The UNHS is done within the first 3 months of life. It detects permanent hearing loss at an average age of 3 months. but in the absence of UNHS, the average age of diagnosis was found to be 31.25 months. Reliance on physician and parent’s observations was not found successful.
Behavioral methods of testing DO NOT meet the requirement of UNHS.
Currently, BRAINSTEM EVOKED RESPONSE AUDIOMETRY (BERA) and EVOKED OTOACOUSTIC EMISSIONS (EOAE) are employed either singly or in combination.
Interpretations of OAE —
The screening outcomes of OAE are either PASS or REFER:
- “Pass” infants need no further testing at this time but progressive, late-onset, and acquired hearing loss in childhood cannot be ruled out at this time.
- “Refer” infants require a diagnostic hearing evaluation. Electrocochleography measures auditory sensitivity to within 20 dB. It is an invasive procedure and avoided.
Auditory steady-state responses (ASSR) or the future development of frequency-specific auditory brain stem responses (aka ABR, BERA) will probably replace the current two-tiered screening protocol (OAE, ABR/ASSR).
EVALUATION OF UNIVERSAL NEWBORN HEARING SCREENING(UNHS) “REFER” INFANTS
The infants who fail UNHS should have a detailed history, and physical examination including ear microscopy and vestibular tests, threshold frequency-specific ABR and OAE, and visual reinforcement audiometry (VRA).

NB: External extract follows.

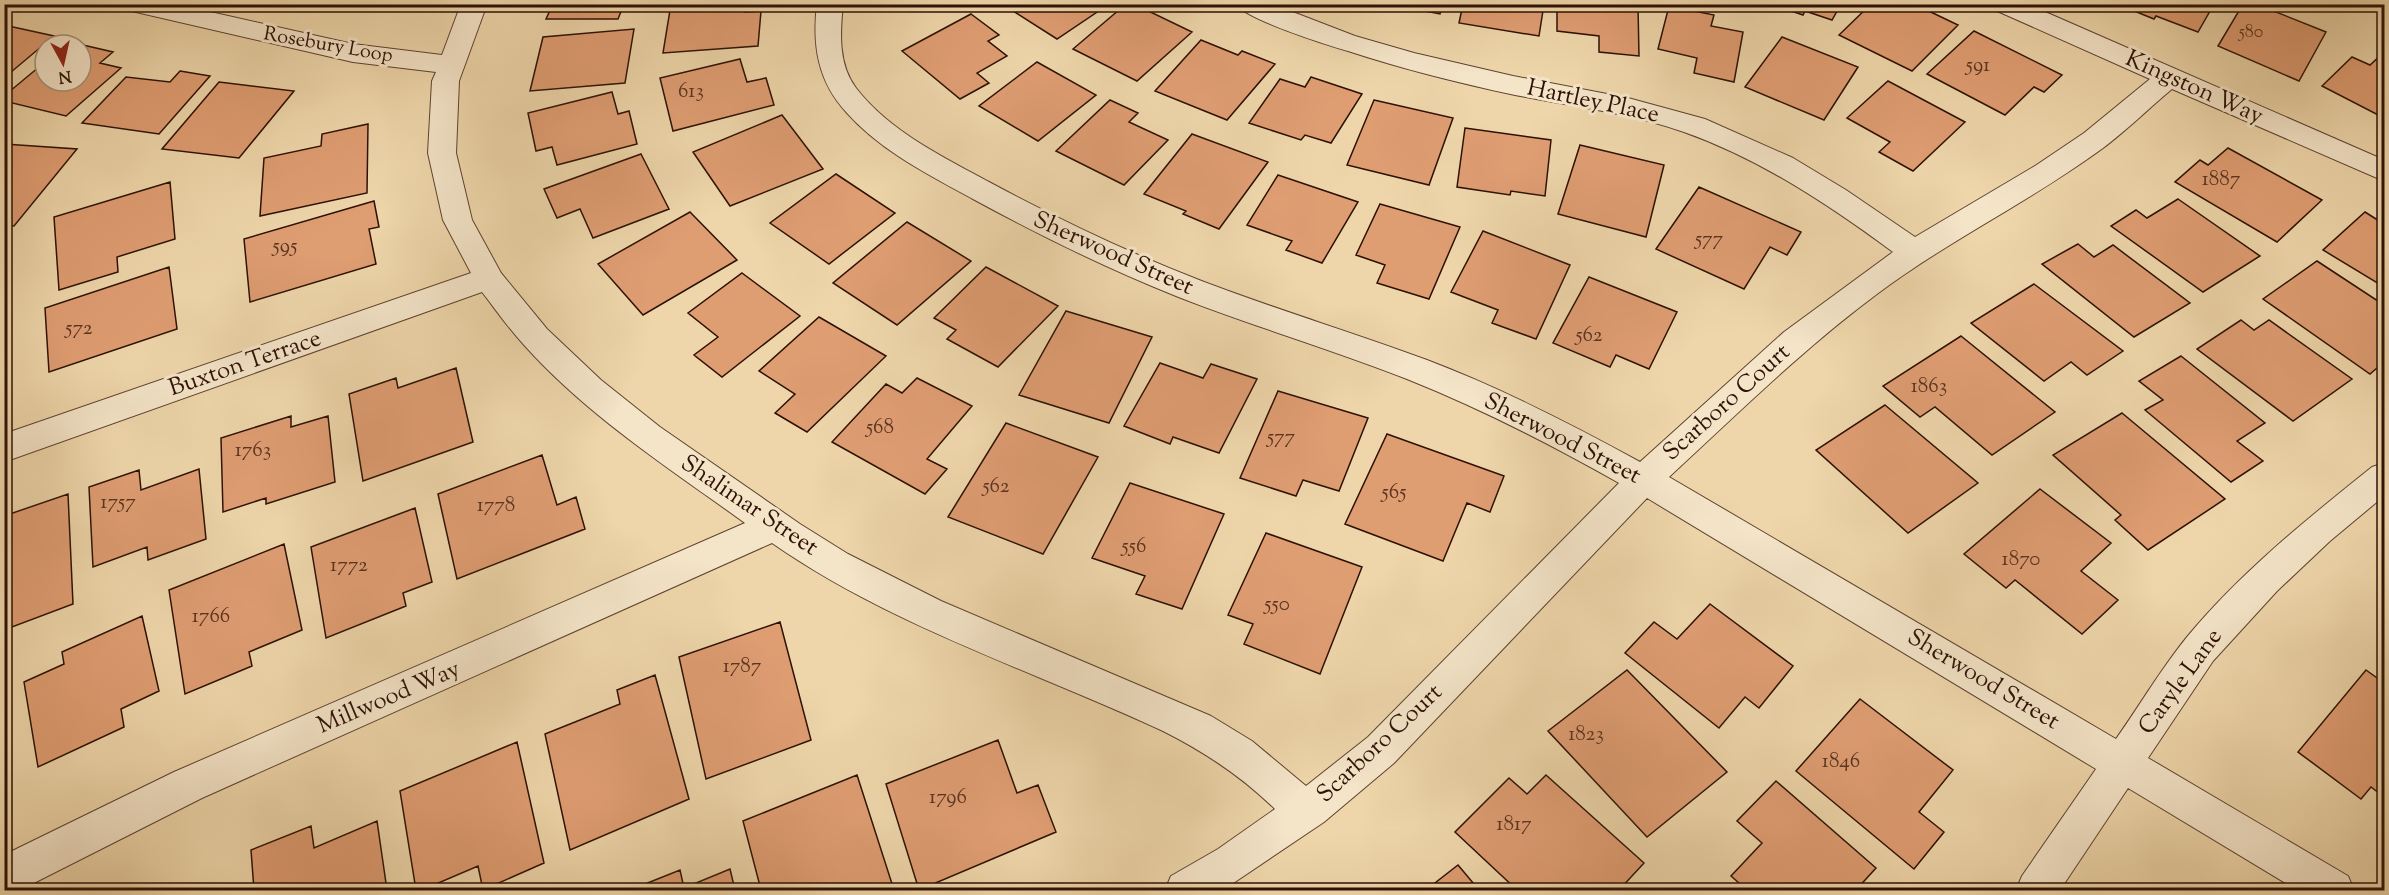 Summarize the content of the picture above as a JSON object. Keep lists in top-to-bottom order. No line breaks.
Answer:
{"streets":{"street":["Rosebury Loop","Kingston Way","Hartley Place","Sherwood Street","Buxton Terrace","Scarboro Court","Shalimar Street","Caryle Lane","Millwood Way"]},"crossings":[["Rosebury Loop","Shalimar Street"],["Kingston Way","Scarboro Court"],["Hartley Place","Scarboro Court"],["Sherwood Street","Scarboro Court"],["Sherwood Street","Caryle Lane"],["Buxton Terrace","Shalimar Street"],["Scarboro Court","Shalimar Street"],["Shalimar Street","Millwood Way"]],"house_numbers":["580","591","613","1887","577","595","572","562","1863","568","577","1763","562","565","1757","1778","556","1870","1772","550","1766","1787","1823","1846","1796","1817"],"north":"bottom"}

Newborn hearing screening does not identify progressive hearing loss, which does occur in preschool children and constitutes 15–20% of SNHL young children.

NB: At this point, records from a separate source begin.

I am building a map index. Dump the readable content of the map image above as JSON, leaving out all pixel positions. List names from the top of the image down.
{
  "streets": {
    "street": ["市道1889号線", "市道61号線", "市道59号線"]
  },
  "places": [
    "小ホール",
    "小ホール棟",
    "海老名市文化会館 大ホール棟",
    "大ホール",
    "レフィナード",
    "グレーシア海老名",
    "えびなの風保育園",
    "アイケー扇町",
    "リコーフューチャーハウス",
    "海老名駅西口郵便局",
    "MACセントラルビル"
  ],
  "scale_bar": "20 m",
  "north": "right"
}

The ancillary testing includes laboratory and genetic testing, screening for maternally transmitted infections, and temporal bone imaging.
- Family history of congenital hearing loss, eye and cardiac abnormalities
- Prenatal maternal history of infection (TORCH and syphilis), diabetes, hypothyroidism, alcohol, smoking, and drugs
- Perinatal risk factors
A complete physical examination is mandatory though the majority of infants do not have any positive findings.
External and middle ear disorders are the most common source of failed initial hearing screening.
A thorough evaluation should include the following elements:
- Neurologic and developmental milestones
- Nystagmus: Spontaneous and head shaking
- External Auditory Canal (EAC): Clean it and see for stenosis and atresia
- Tympanic membrane for thickness, appearance, and motion and middle ear effusion (aka OME or Serous otitis Media or Glue Ear)
- Pneumatic otoscopy in older children: In 0–6 months of age, both tympanometry and pneumatic otoscopy can miss middle ear effusion. The incidence of middle ear effusion in the Ist year of life is quite high (61%).
Tympanostomy tube insertion is done for persistent middle ear effusion.
In infants of acute otitis media, antibiotic therapy is given with close follow-up for effusion resolution.
1) Frequency-specific ABR thresholds:
Both air and bone conductions are evaluated using tone-pip ABR. A significant air-bone gap indicates external and middle ear disorders.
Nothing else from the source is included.